Results: In vitro, JS-K inhibited the proliferation of ovarian Cancer cells, induced Apoptosis and cell nucleus shrinkage, enhanced the enzymatic activity of Caspase-3/7/8/9, and significantly increased the production of ROS/RNS in ovarian Cancer A2780 and SKOV3 cells, these effects were attenuated by inhibition of NAC. In addition, JS-K induced autophagy-related proteins and autophagosomes changes in ovarian Cancer A2780 and SKOV3 cells. In vivo, JS-K inhibited tumor growth, decreased p62 protein expression and increased the expression levels of PCNA in xenograft models which were established using SKOV3 ovarian Cancer cells.

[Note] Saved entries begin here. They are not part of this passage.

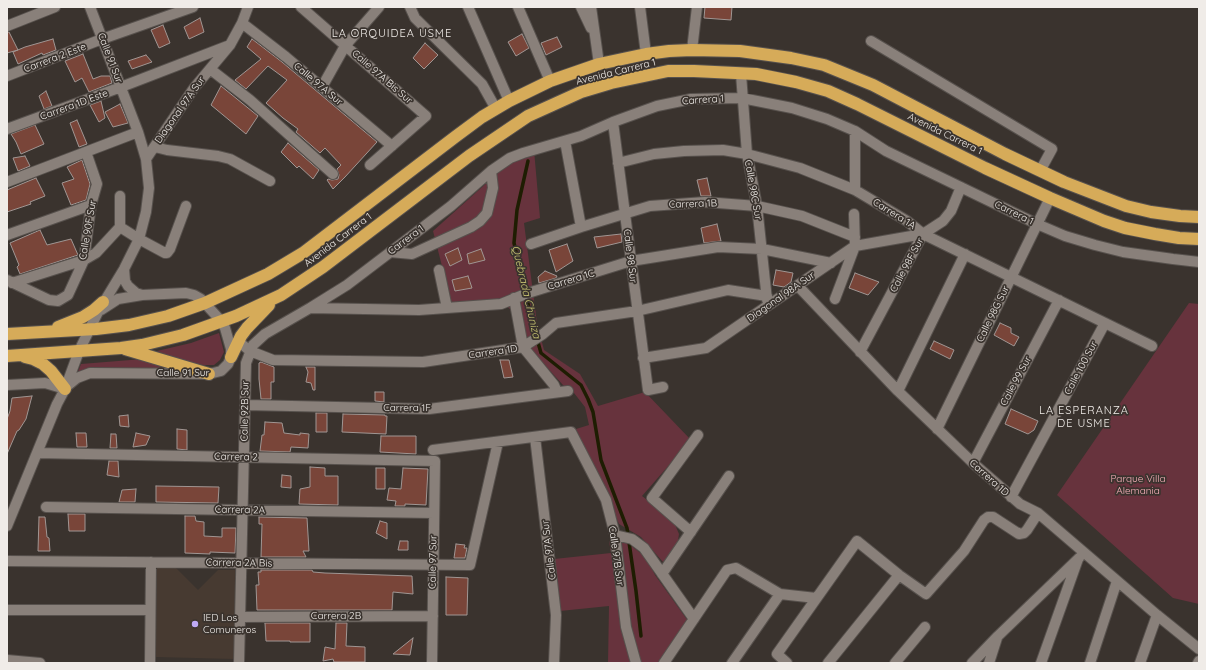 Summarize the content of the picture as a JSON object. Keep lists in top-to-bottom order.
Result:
{
  "streets": {
    "highway": ["Avenida Carrera 1"],
    "street": [
      "Carrera 2 Este",
      "Calle 91 Sur",
      "Calle 97A Bis Sur",
      "Calle 97A Sur",
      "Carrera 1",
      "Carrera 1D Este",
      "Diagonal 97A Sur",
      "Calle 98C Sur",
      "Carrera 1B",
      "Carrera 1A",
      "Calle 90F Sur",
      "Calle 98 Sur",
      "Calle 98F Sur",
      "Carrera 1C",
      "Diagonal 98A Sur",
      "Calle 98G Sur",
      "Carrera 1D",
      "Calle 100 Sur",
      "Calle 99 Sur",
      "Carrera 1F",
      "Calle 92B Sur",
      "Carrera 2",
      "Carrera 2A",
      "Calle 97B Sur",
      "Calle 97 Sur",
      "Carrera 2A Bis",
      "Carrera 2B"
    ]
  },
  "crossings": [
    ["Carrera 2 Este", "Calle 91 Sur"],
    ["Calle 91 Sur", "Avenida Carrera 1"],
    ["Calle 91 Sur", "Carrera 1D Este"],
    ["Calle 91 Sur", "Diagonal 97A Sur"],
    ["Calle 91 Sur", "Carrera 2"],
    ["Avenida Carrera 1", "Calle 98C Sur"],
    ["Avenida Carrera 1", "Calle 98G Sur"],
    ["Calle 97A Bis Sur", "Calle 97A Sur"],
    ["Calle 97A Sur", "Diagonal 97A Sur"],
    ["Calle 97A Sur", "Calle 97B Sur"],
    ["Carrera 1", "Calle 98C Sur"],
    ["Carrera 1", "Calle 98 Sur"],
    ["Carrera 1", "Calle 98F Sur"],
    ["Carrera 1", "Carrera 1C"],
    ["Carrera 1", "Calle 98G Sur"],
    ["Carrera 1", "Carrera 1D"],
    ["Carrera 1", "Calle 92B Sur"],
    ["Carrera 1D Este", "Diagonal 97A Sur"],
    ["Calle 98C Sur", "Carrera 1B"],
    ["Calle 98C Sur", "Carrera 1A"],
    ["Calle 98C Sur", "Carrera 1C"],
    ["Calle 98C Sur", "Diagonal 98A Sur"],
    ["Calle 98C Sur", "Carrera 1D"],
    ["Carrera 1B", "Calle 98 Sur"],
    ["Carrera 1B", "Diagonal 98A Sur"],
    ["Carrera 1A", "Calle 98 Sur"],
    ["Carrera 1A", "Calle 98F Sur"],
    ["Carrera 1A", "Calle 98G Sur"],
    ["Carrera 1A", "Calle 100 Sur"],
    ["Carrera 1A", "Calle 99 Sur"],
    ["Calle 98 Sur", "Carrera 1C"],
    ["Calle 98 Sur", "Diagonal 98A Sur"],
    ["Calle 98 Sur", "Carrera 1D"],
    ["Calle 98F Sur", "Carrera 1D"],
    ["Carrera 1C", "Diagonal 98A Sur"],
    ["Diagonal 98A Sur", "Carrera 1D"],
    ["Calle 98G Sur", "Carrera 1D"],
    ["Carrera 1D", "Calle 100 Sur"],
    ["Carrera 1D", "Calle 99 Sur"],
    ["Carrera 1D", "Calle 92B Sur"],
    ["Carrera 1F", "Calle 92B Sur"],
    ["Calle 92B Sur", "Carrera 2"],
    ["Calle 92B Sur", "Carrera 2A"],
    ["Calle 92B Sur", "Carrera 2A Bis"],
    ["Calle 92B Sur", "Carrera 2B"],
    ["Carrera 2", "Calle 97 Sur"],
    ["Carrera 2A", "Calle 97 Sur"],
    ["Calle 97 Sur", "Carrera 2A Bis"],
    ["Calle 97 Sur", "Carrera 2B"]
  ],
  "districts": ["LA ORQUIDEA USME", "LA ESPERANZA DE USME"],
  "water": ["Quebrada Chuniza"],
  "parks": ["Parque Villa Alemania"],
  "places": ["IED Los Comuneros"]
}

Conclusion: Taken together, we demonstrated that ROS/RNS stress-mediated Apoptosis and Autophagy are mechanisms by which SKOV3 cells undergo cell death after treatment with JS-K in vitro. Moreover, JS-K inhibited SKOV3 tumor growth in vivo. An alternative therapeutic approach for triggering cell death in Cancer cells could constitute a useful multimodal therapies for treating ovarian Cancer, which is known for its resistance to apoptosis-inducing drugs.

Apoptosis; Autophagy; JS-K; Ovarian cancer; Reactive oxygen species (ROS).